Amesh A. Adalja, MD, FACP, FACEP, FIDSA | September 23, 2019


Scarlet fever is often thought of as an infectious disease from another century, but the United Kingdom has been experiencing a record number of cases since 2014. This complication of Streptococcus pyogenes (Group A) infection is caused by the elaboration of the streptococcal pyrogenic exotoxin A (SpeA) and is characterized by rash. It can, in certain contexts, be responsible for severe disease and lethality when septic or toxic scarlet fever occurs. A new paper, published in Lancet Infectious Diseases, explains the molecular epidemiology of this rise.

From 2009 to 2013, noninvasive and invasive S.pyogenes isolates submitted to the Diagnostic Laboratory at Imperial College Healthcare National Health Service Trust and the national reference laboratory (invasive isolates) were emm (M antigen) genotyped. All emm1 genotype isolates (known to be associated with severe disease) underwent whole genome sequencing. SpeA toxin production was also quantified in the isolates.

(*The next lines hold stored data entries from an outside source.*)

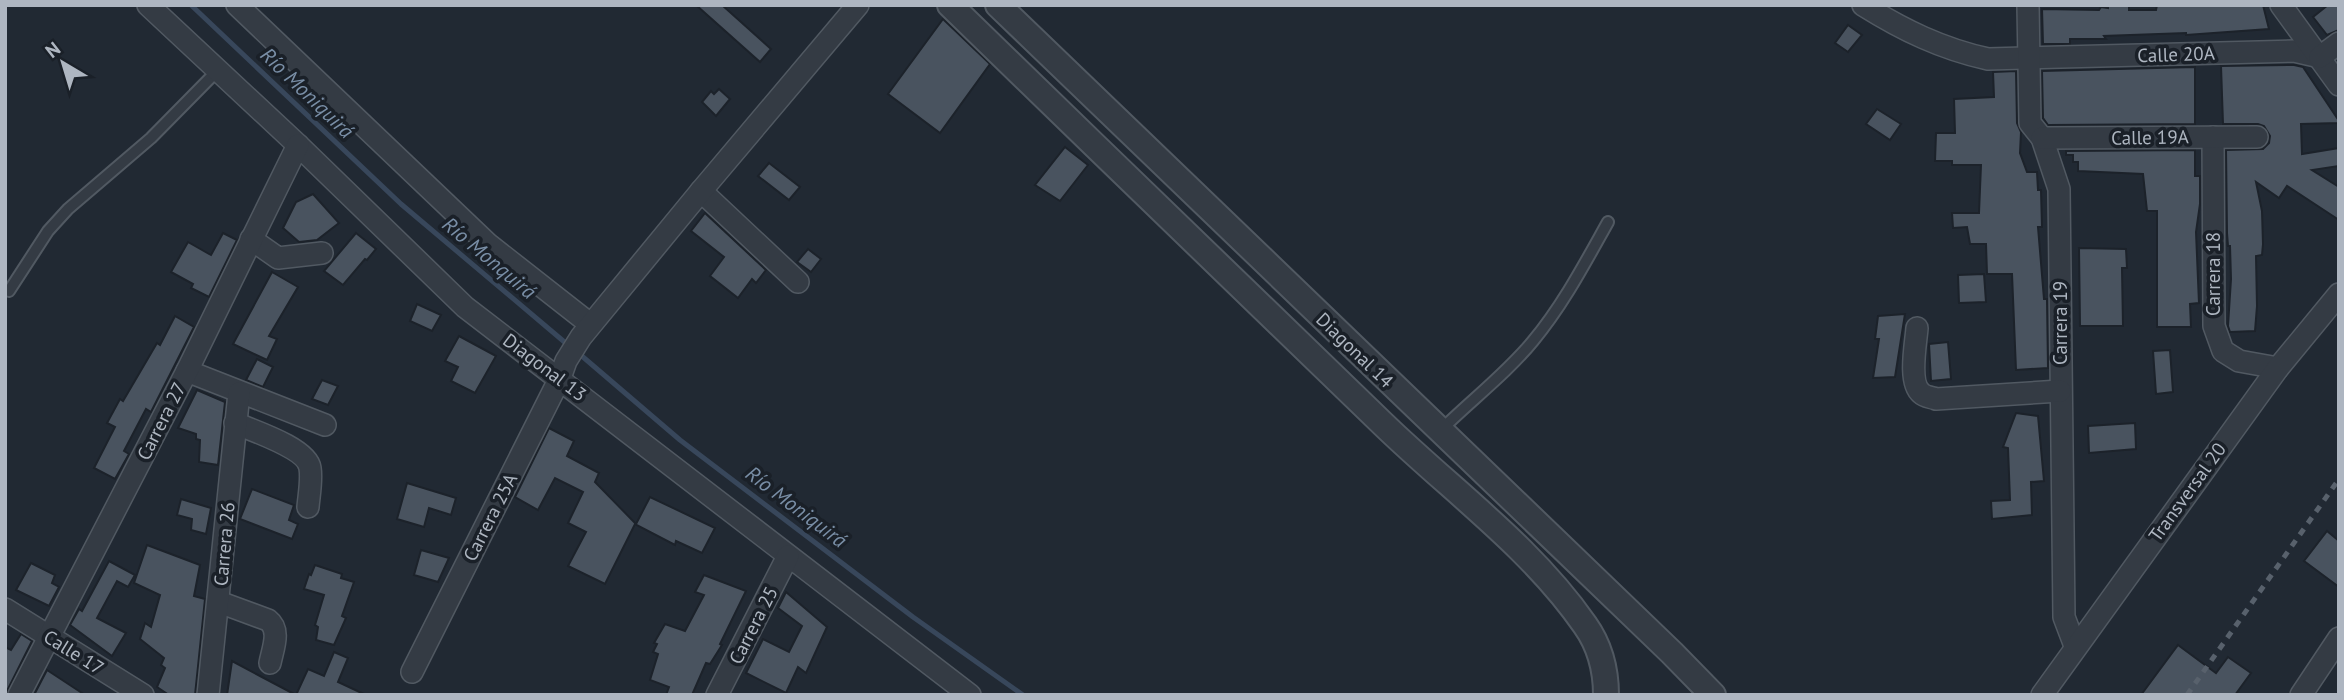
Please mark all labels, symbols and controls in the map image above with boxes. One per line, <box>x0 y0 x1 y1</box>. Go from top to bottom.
north arrow <box>28 28 98 98</box>
text: N <box>40 36 65 63</box>
water label: Río Moniquirá <box>255 41 360 144</box>
street label: Calle 20A <box>2137 41 2215 67</box>
street label: Calle 19A <box>2111 124 2189 150</box>
water label: Río Monquirá <box>437 211 542 305</box>
street label: Carrera 18 <box>2201 232 2225 316</box>
street label: Carrera 19 <box>2048 281 2072 365</box>
street label: Diagonal 14 <box>1311 307 1399 393</box>
street label: Diagonal 13 <box>498 328 592 406</box>
street label: Carrera 27 <box>131 378 191 464</box>
street label: Transversal 20 <box>2143 438 2231 546</box>
water label: Río Moniquirá <box>740 460 853 554</box>
street label: Carrera 25A <box>458 469 522 565</box>
street label: Carrera 26 <box>208 501 240 587</box>
street label: Carrera 25 <box>723 582 783 668</box>
street label: Calle 17 <box>39 624 109 680</box>

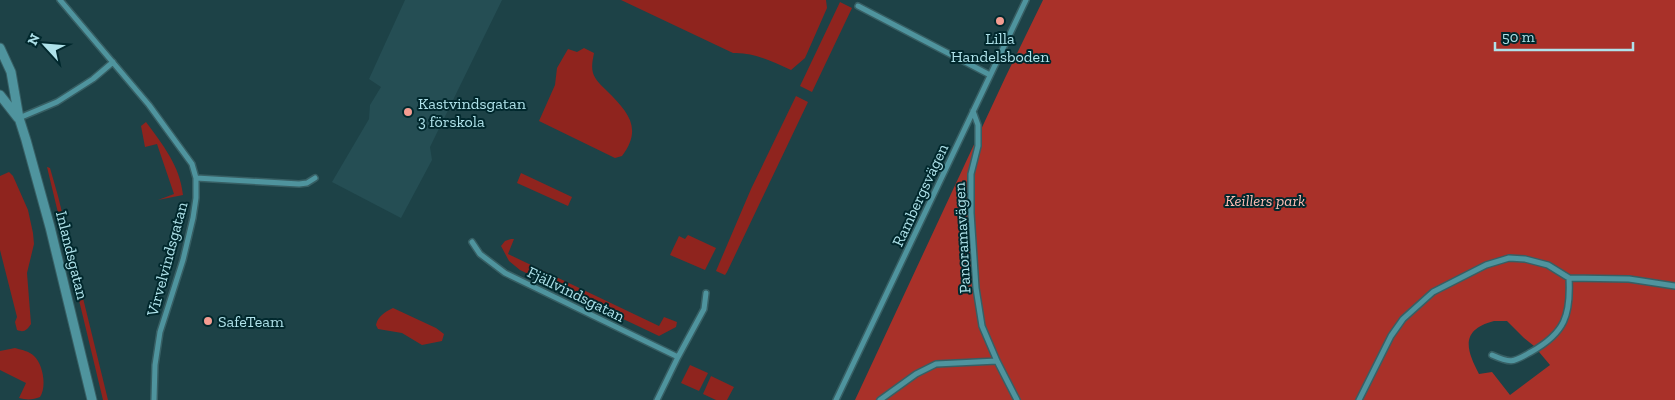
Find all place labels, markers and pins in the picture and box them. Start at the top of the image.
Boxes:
marker: Lilla Handelsboden [994,15,1006,27]
place label: Lilla Handelsboden [951,29,1050,66]
place label: Kastvindsgatan 3 förskola [418,94,527,131]
marker: Kastvindsgatan 3 förskola [402,106,414,118]
place label: SafeTeam [218,312,284,331]
marker: SafeTeam [202,315,214,327]

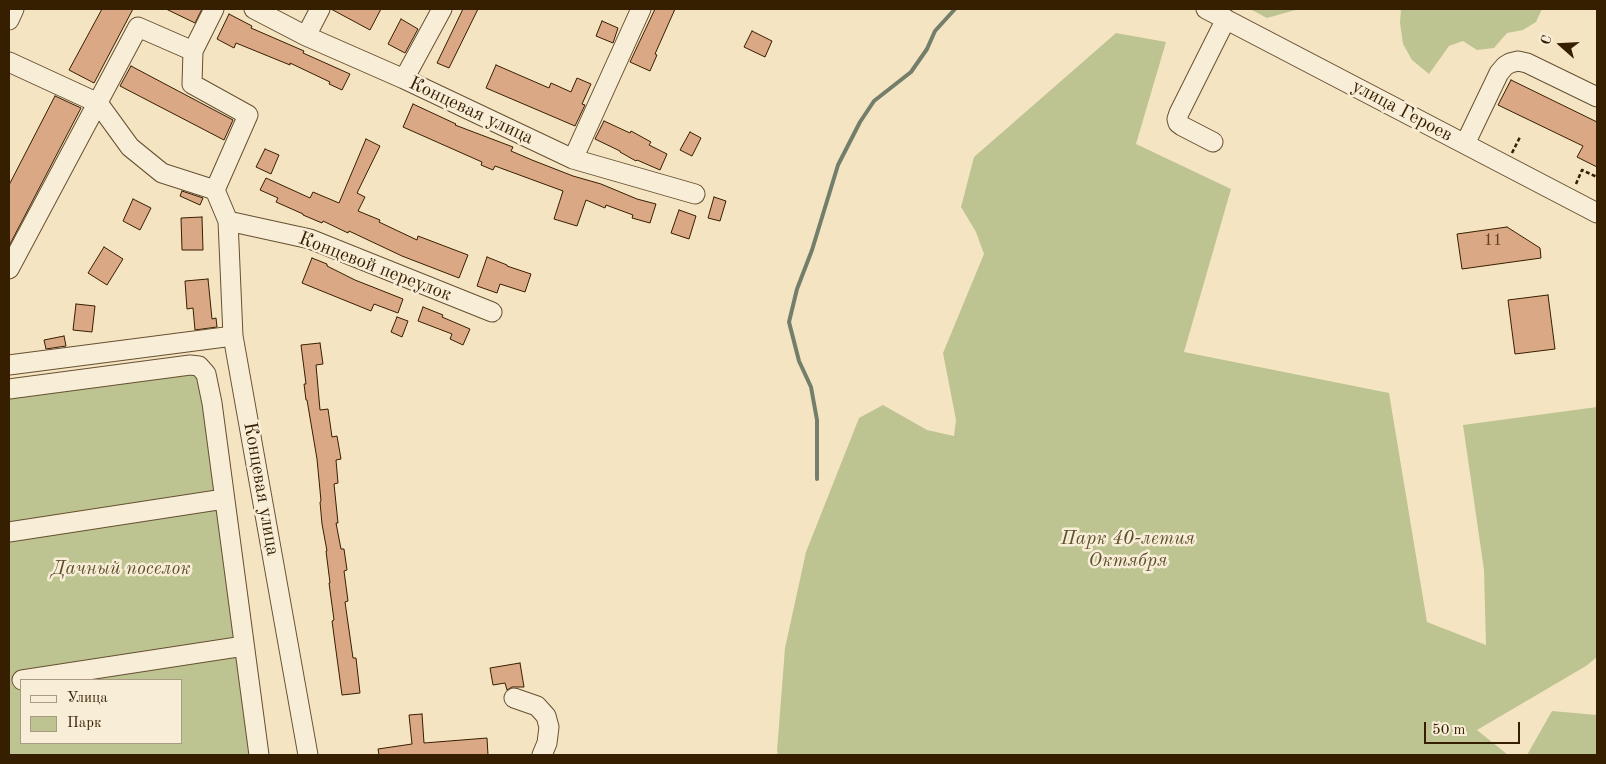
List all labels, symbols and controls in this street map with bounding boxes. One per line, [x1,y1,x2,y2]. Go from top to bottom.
north arrow [1536,20,1586,70]
text: С [1539,33,1555,47]
street label: Концевая улица [405,72,537,150]
street label: улица Героев [1348,75,1456,147]
street label: Концевой переулок [295,227,455,307]
house number: 11 [1484,231,1502,251]
street label: Концевая улица [238,420,284,558]
park label: Парк 40-летия Октября [1061,528,1195,572]
park label: Дачный поселок [51,558,191,580]
legend [20,679,182,744]
text: Улица [67,691,108,706]
scale bar [1426,712,1522,744]
text: Парк [67,716,102,731]
text: 50 m [1432,723,1466,738]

Emergence of New Toxin Hyper-Producing Lineage

Year-on-year, emm1 genotypes increased to become the dominant strain causing respiratory infections and rose from being responsible for none of the scarlet fever cases in 2014 to 37% of cases in 2016. Single nucleotide polymorphism (SNP) analysis of noninvasive emm1 S.pyogenes isolates revealed the existence of a dominant distinct lineage, M1UK. Beginning in 2015, this lineage represented two-thirds of all noninvasive emm1 genotype isolates from northwest London. Invasive cases of emm1 S.pyogenes also grew to be dominated by the newly identified lineage. Investigators compared the sequence of M1UK to international databases of isolates, finding only 2 isolates outside the UK that matched – 1 in the United States and 1 in Denmark.

The newly identified lineage was characterized by mutations in transcriptional regulators for the SpeA toxin, which conferred a hyperproduction toxin phenotype (9X).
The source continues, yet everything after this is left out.